» **Material for the task**
********************

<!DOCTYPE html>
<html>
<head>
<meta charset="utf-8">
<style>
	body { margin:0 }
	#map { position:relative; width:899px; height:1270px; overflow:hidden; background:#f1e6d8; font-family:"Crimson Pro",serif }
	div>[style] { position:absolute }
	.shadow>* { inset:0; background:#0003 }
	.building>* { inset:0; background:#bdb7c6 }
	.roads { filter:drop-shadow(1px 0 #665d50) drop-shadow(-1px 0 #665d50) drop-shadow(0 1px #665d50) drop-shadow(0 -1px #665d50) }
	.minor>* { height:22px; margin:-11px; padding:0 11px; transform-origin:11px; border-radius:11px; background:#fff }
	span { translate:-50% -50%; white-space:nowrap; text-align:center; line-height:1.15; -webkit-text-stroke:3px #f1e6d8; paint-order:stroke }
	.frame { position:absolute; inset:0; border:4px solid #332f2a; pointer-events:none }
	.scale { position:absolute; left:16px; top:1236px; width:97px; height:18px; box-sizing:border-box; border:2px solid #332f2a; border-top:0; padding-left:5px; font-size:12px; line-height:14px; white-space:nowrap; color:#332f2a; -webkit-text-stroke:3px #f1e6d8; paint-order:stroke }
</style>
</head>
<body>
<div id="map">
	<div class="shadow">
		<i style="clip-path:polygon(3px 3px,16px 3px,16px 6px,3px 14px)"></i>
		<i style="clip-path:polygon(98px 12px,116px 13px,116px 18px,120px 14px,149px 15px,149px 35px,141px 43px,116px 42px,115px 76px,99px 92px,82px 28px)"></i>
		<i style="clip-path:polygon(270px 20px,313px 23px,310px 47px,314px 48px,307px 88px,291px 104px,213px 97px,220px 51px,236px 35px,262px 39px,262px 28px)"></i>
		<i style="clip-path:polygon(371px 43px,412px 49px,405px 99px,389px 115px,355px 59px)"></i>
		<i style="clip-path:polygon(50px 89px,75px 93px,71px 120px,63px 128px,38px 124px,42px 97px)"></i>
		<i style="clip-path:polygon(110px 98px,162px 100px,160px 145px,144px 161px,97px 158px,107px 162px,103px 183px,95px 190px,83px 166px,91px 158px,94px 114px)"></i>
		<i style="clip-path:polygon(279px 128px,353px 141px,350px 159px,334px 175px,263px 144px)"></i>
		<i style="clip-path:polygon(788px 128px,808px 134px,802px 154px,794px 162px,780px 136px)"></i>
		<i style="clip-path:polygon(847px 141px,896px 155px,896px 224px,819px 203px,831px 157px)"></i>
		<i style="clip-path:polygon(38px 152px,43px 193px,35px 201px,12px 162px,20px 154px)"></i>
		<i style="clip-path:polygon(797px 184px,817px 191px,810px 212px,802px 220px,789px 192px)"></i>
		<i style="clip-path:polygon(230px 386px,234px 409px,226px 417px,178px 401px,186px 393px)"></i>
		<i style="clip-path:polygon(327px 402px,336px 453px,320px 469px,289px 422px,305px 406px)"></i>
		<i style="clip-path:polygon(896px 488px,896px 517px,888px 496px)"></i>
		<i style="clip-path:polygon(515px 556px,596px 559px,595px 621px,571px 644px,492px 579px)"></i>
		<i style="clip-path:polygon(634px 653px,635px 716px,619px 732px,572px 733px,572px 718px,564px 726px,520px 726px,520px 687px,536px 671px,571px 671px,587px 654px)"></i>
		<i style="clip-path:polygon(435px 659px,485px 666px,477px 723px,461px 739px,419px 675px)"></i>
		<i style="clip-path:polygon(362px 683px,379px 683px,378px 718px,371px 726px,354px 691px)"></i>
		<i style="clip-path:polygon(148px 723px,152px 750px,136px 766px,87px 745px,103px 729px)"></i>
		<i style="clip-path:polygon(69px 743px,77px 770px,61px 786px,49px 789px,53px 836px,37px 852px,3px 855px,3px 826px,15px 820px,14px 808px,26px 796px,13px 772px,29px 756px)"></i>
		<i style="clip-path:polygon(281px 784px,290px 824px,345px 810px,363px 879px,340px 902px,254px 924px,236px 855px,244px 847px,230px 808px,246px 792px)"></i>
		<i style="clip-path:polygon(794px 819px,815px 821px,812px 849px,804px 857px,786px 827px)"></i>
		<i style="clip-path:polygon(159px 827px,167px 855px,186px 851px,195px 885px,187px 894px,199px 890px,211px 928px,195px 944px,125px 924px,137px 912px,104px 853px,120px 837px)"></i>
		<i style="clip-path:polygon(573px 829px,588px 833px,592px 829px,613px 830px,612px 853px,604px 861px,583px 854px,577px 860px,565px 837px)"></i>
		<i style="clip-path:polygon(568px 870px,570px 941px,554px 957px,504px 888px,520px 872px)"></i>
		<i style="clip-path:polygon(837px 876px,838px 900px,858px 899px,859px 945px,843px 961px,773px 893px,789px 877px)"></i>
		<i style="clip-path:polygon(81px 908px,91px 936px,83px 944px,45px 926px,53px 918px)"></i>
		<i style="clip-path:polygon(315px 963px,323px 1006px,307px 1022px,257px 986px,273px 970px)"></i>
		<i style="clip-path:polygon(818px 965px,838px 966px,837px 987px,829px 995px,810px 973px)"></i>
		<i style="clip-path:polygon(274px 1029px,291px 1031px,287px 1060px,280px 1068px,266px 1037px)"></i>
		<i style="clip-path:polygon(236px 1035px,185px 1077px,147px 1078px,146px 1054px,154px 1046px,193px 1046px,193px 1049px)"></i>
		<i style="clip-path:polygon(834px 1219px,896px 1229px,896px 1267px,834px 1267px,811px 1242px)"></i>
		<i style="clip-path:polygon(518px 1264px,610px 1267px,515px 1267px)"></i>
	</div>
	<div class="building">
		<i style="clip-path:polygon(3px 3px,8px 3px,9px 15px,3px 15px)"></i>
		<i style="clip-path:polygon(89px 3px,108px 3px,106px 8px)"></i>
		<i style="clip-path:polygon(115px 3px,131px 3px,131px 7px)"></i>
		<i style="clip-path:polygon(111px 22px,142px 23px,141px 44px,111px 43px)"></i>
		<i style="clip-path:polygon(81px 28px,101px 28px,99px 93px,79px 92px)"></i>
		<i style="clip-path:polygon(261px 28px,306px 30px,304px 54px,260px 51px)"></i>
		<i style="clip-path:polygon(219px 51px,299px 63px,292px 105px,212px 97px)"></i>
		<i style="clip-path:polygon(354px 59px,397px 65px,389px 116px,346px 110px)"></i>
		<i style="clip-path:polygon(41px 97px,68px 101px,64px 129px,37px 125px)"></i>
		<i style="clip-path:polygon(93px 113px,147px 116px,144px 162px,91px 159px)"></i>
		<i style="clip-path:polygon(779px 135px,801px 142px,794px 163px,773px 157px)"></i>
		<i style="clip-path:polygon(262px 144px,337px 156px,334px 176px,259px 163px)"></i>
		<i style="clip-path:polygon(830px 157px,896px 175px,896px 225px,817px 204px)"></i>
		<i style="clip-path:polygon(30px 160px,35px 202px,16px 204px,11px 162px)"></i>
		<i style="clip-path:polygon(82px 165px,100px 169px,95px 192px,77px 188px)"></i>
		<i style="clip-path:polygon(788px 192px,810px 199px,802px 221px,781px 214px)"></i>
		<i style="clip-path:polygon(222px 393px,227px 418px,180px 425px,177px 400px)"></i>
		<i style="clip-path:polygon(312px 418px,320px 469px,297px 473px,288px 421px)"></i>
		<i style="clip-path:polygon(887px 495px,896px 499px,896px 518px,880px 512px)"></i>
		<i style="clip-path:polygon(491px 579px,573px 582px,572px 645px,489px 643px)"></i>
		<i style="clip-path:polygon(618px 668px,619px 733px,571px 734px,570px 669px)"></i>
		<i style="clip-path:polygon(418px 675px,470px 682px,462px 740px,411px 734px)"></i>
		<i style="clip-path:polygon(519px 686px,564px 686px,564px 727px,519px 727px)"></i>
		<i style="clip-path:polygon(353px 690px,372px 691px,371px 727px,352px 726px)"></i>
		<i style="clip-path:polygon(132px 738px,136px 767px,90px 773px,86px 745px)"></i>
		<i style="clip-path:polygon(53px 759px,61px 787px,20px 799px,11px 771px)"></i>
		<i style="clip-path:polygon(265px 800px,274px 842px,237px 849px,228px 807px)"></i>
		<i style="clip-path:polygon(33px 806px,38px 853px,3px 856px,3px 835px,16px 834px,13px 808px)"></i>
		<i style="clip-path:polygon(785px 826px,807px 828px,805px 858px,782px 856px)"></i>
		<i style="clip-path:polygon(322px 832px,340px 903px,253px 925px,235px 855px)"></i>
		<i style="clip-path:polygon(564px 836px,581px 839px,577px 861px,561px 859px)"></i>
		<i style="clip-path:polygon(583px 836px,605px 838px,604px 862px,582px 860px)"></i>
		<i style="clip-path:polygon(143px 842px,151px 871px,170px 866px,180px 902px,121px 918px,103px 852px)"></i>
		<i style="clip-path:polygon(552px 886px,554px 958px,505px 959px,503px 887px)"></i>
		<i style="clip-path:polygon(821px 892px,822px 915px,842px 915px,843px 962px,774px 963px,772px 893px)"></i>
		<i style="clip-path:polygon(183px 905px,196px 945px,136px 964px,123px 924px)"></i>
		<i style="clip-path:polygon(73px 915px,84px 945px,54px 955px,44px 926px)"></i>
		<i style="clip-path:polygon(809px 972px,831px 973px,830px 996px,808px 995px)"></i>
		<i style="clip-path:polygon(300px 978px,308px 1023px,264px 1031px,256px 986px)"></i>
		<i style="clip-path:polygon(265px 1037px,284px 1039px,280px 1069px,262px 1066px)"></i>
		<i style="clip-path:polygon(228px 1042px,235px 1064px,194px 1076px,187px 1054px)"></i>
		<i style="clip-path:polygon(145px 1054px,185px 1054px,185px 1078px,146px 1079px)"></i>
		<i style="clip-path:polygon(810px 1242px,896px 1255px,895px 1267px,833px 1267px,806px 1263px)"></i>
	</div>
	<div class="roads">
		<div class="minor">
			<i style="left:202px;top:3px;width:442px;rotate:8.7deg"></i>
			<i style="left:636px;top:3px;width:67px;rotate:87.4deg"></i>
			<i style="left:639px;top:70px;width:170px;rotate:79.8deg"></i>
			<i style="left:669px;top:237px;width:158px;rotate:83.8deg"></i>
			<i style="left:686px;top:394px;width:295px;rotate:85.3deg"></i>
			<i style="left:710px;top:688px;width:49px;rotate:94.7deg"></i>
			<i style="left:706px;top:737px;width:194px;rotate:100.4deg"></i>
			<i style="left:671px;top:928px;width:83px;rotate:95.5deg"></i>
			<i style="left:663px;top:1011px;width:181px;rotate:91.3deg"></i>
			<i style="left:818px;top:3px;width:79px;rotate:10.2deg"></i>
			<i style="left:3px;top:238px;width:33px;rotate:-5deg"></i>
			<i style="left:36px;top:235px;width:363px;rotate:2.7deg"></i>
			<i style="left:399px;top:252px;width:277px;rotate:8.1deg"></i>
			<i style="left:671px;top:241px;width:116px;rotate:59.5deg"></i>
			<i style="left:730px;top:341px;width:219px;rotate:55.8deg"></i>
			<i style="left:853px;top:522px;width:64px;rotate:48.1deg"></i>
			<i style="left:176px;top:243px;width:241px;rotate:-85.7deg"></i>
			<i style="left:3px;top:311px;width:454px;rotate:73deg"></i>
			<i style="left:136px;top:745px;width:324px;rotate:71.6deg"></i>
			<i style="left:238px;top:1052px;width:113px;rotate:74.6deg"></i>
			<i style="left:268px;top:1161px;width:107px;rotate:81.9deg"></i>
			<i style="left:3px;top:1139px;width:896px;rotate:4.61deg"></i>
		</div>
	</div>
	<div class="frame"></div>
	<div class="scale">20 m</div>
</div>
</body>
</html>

********************

» **Exercise goal**
Print the lines above, unchanged, from the start of the records to the line with "translate:-50% -50%; white-space:nowrap;", including that final line.

» **Result below**
<!DOCTYPE html>
<html>
<head>
<meta charset="utf-8">
<style>
	body { margin:0 }
	#map { position:relative; width:899px; height:1270px; overflow:hidden; background:#f1e6d8; font-family:"Crimson Pro",serif }
	div>[style] { position:absolute }
	.shadow>* { inset:0; background:#0003 }
	.building>* { inset:0; background:#bdb7c6 }
	.roads { filter:drop-shadow(1px 0 #665d50) drop-shadow(-1px 0 #665d50) drop-shadow(0 1px #665d50) drop-shadow(0 -1px #665d50) }
	.minor>* { height:22px; margin:-11px; padding:0 11px; transform-origin:11px; border-radius:11px; background:#fff }
	span { translate:-50% -50%; white-space:nowrap; text-align:center; line-height:1.15; -webkit-text-stroke:3px #f1e6d8; paint-order:stroke }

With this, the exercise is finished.